A year ago, I stood at the front of a Maths GCSE exam room as their invigilator and announced with a smirk that they could now turn over their papers, and begin. I should have known that smirking comes before a fall: I now teach this level of maths, and as such, I am not even allowed into the exam room. Things that amazed me last year – the candidate without a pen, the terribly big fake nails and their collision with the terribly small calculator buttons, the sleeping student at the back of the exam room – these are now just par for the joy of my everyday life.
This time last year, I wrote a post here trying to work out: how did it come to this? Why are all these students here, and why do they not care, just a little more? Have we failed them, have they failed us, or have they failed themselves? It’s a little of all three.
This post is motivated in part by training I have been doing through the Education and Training Foundation, who, as part of the process, have requested that we reflect on something we have learned that has changed our perspective or improved our teaching practice.* As it happens, in the week the training started, I had taken over a new maths group, so I tried out an exercise mentioned in the training to help me get to know my students better. I gave them two post it notes. On the first they were to write why they were here; on the second, to say how they would feel if they opened the little brown envelope (or more likely, the email that got lost in the spam folder and was only found the next day) and discovered the magical number 4 inside. The course tutor waxed lyrical about the exercise, about the perspectives it could change and the ambitions it could unlock. I can see why it might have that effect; that is, after all, why I wanted to try it myself. I am afraid to say, though, that is not what happened in my classroom. Here’s what happened instead.

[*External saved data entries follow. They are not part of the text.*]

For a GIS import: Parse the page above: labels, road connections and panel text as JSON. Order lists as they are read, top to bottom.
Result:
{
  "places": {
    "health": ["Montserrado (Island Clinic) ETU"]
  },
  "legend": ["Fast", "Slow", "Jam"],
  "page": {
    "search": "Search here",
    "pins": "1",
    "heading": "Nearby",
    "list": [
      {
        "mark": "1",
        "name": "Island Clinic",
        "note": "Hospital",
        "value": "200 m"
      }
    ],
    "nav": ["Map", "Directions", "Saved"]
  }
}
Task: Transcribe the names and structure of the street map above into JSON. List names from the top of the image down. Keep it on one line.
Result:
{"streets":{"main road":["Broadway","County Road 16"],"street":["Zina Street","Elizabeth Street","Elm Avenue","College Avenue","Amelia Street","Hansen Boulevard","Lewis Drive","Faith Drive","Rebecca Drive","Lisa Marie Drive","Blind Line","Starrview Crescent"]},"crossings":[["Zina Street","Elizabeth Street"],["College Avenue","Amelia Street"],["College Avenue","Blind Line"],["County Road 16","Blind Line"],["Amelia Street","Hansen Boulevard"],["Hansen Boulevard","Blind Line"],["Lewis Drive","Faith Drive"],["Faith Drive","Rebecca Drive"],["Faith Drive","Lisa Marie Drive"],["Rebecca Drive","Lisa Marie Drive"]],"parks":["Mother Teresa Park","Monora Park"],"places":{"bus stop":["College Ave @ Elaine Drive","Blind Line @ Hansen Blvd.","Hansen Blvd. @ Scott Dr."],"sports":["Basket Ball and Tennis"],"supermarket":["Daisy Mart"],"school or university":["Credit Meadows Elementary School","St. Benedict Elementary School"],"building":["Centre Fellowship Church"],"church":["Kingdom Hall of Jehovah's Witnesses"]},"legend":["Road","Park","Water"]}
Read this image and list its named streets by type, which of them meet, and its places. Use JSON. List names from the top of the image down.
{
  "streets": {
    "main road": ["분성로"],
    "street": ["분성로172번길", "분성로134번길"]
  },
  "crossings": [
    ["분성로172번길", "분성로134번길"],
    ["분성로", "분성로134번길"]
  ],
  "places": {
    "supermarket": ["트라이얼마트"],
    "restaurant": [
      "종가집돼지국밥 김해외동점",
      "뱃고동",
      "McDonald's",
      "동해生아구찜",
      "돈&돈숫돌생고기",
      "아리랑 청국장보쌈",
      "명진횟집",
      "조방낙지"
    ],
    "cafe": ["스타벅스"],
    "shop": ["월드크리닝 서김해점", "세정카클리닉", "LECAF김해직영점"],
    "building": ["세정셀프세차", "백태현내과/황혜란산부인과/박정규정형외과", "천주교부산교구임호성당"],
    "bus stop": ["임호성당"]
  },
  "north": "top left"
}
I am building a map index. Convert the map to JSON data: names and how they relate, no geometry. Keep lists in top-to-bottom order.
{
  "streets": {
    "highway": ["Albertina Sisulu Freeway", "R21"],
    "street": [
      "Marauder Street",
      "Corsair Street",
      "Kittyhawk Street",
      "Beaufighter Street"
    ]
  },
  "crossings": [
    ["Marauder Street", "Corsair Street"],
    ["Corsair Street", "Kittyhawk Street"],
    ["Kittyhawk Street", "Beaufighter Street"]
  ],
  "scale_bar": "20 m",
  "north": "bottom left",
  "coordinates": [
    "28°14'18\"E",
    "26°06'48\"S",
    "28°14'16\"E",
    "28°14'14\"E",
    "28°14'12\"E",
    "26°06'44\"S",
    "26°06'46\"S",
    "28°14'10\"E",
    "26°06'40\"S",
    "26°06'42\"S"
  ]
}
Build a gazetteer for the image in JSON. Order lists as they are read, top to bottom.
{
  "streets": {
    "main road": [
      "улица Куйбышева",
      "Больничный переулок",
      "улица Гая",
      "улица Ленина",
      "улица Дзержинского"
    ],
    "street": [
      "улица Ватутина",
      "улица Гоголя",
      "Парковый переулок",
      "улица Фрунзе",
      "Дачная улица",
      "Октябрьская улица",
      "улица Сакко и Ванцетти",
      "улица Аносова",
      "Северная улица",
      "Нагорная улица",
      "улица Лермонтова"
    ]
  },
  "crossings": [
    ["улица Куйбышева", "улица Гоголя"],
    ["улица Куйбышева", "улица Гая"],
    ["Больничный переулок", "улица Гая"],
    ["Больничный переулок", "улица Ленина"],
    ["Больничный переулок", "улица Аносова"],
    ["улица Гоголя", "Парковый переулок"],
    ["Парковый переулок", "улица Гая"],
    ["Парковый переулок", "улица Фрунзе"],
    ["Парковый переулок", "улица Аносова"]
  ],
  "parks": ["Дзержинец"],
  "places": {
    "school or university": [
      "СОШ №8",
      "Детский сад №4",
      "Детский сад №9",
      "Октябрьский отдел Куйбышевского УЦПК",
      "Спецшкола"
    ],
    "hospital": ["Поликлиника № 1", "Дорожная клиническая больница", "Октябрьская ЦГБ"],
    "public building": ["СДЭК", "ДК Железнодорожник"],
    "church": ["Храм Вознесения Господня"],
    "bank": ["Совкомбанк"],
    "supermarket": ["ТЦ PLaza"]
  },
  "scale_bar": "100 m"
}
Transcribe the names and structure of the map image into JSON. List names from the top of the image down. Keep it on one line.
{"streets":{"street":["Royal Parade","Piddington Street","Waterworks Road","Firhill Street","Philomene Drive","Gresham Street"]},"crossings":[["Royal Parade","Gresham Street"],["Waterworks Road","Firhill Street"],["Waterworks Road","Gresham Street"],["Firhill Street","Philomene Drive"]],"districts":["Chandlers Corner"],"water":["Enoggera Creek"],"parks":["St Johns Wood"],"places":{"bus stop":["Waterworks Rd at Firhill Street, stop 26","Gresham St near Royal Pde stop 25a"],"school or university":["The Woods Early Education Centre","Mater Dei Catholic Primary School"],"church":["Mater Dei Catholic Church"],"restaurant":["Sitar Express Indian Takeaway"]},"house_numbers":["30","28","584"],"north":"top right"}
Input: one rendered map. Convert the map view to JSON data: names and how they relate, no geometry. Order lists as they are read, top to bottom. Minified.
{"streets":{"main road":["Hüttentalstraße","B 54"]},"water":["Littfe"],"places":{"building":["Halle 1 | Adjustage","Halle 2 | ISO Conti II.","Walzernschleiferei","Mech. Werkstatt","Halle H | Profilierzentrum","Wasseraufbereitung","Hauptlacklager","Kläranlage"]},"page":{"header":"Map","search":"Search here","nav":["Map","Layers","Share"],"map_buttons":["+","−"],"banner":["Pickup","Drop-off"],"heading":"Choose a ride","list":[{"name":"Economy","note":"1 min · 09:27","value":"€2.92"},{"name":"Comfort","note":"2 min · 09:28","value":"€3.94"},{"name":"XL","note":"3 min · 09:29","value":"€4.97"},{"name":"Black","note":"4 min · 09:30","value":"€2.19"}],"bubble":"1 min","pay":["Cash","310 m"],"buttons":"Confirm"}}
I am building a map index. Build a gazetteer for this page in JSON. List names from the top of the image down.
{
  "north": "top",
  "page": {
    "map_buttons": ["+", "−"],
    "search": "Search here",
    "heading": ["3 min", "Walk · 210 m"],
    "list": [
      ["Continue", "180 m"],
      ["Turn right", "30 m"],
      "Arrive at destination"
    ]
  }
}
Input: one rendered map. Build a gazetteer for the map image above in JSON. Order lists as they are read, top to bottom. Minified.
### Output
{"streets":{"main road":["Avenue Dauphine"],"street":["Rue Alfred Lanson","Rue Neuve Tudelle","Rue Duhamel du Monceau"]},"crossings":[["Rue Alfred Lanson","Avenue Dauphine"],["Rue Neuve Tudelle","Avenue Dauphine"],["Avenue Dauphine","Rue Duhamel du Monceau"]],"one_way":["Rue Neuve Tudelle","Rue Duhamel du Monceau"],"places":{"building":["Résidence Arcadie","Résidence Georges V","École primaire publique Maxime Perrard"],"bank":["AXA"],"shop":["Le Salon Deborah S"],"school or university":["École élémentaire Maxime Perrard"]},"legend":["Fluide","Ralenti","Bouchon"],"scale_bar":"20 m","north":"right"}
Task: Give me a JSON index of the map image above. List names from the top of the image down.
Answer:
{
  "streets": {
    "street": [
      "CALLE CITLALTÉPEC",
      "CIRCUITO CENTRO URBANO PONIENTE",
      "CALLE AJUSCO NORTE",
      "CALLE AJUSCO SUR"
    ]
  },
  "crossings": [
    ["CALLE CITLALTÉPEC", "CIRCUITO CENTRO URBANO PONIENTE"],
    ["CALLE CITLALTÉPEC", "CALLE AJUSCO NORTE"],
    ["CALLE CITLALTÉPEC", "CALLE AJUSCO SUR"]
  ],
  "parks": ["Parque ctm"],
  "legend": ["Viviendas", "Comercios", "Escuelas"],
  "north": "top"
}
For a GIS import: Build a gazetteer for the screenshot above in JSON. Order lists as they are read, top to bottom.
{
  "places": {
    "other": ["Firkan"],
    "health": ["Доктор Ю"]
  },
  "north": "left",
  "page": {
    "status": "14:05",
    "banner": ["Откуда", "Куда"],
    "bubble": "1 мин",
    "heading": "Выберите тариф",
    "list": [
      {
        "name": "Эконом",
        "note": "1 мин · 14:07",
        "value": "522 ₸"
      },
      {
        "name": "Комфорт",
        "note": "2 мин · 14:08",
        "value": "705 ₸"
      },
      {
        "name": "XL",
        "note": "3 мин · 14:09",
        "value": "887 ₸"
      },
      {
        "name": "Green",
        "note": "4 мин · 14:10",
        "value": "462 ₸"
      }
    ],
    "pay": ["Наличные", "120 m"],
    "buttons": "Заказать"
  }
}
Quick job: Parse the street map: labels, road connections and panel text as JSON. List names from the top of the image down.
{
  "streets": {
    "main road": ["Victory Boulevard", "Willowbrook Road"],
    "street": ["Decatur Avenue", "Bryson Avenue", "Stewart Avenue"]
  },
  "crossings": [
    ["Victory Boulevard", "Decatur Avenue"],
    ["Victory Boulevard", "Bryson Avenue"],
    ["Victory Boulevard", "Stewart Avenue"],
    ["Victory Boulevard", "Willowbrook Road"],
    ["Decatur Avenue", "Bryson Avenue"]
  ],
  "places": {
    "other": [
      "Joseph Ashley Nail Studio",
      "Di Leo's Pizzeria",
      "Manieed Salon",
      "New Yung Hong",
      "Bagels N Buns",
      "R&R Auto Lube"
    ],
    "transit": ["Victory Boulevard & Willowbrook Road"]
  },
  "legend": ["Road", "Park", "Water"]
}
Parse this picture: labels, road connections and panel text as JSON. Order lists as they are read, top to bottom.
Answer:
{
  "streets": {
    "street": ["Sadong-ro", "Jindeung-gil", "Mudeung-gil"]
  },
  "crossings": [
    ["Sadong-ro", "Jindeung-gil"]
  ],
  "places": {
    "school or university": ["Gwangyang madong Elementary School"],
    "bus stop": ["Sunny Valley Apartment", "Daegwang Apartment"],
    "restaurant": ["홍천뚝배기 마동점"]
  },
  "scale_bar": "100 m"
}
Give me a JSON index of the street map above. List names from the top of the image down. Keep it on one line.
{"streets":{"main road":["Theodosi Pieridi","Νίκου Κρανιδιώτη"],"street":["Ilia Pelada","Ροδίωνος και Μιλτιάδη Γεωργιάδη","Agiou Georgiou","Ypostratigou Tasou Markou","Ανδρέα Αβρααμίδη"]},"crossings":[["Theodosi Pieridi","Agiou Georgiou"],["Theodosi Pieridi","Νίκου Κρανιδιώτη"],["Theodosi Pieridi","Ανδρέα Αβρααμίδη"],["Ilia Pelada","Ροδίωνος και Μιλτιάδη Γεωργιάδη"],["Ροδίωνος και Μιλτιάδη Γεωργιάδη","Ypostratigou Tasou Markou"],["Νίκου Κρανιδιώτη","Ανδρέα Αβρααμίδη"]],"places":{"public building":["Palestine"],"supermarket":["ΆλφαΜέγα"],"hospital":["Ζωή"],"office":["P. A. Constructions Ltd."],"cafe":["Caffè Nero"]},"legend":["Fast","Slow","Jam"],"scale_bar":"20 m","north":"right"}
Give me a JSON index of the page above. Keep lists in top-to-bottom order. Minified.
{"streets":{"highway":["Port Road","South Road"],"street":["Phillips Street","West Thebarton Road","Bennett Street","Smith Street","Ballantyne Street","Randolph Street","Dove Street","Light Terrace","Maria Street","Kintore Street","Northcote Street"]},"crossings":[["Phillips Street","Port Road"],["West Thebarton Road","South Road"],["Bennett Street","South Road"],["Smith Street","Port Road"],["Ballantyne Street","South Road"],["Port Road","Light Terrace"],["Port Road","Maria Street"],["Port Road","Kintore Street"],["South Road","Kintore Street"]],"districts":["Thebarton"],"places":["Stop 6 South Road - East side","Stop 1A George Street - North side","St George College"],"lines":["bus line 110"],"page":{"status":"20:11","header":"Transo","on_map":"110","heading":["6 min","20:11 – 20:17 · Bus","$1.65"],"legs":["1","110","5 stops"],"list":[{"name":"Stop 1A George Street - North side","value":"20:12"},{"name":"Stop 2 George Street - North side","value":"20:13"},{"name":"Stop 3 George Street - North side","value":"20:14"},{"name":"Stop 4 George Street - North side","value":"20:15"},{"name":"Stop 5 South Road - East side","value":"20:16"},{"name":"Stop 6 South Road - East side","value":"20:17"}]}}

Post-it 1: why are you here?
I encouraged an open attitude. No holds barred. Be honest with me – what went wrong last year? Why are you back in a maths classroom that is clearly only one step higher on your to do list that being entombed forever in a pit full of snakes? The answer I got back, from every person in the room? Because. I. Failed. Why did you fail? I asked. Was it because of bad teaching, or absence, or because you couldn’t understand the core concepts? Oh, none of those, they said. I just failed.

This doesn’t just concern me; it horrifies me. Why? Two reasons. One is that they have written themselves off. They did not say it was too hard, or that the Covid pandemic threw up roadblocks other generations might not have had to surmount, or that somewhere in their futures, bright and glorious things might still await, despite their lack of a maths GCSE. This failure was a result of something lacking within themselves; no agency, no poor decision making; it just happened, as inexplicable as the fact that the sky is blue, and equally not to be questioned. This leads to my other concern: that there was no engagement, even then, with the idea that this might be subject to change. A self-fulfilling prophecy, there’s no question that they have failed, are failing now, and will always fail, and the suggestion that this might be within their own power to change barely even warrants a hair toss or glancing up from the screen in front of them.
Post it 2: what if…?
What if you did get that 4? How would you feel then? “Happy.” (Lyrical, aren’t they!) But it’s not going to happen. How do you know? I tried really hard last year and still got a 2; I’d rather fail because I didn’t try, than fail after putting the effort in; I don’t need it and never will, so what’s the point in being here anyway?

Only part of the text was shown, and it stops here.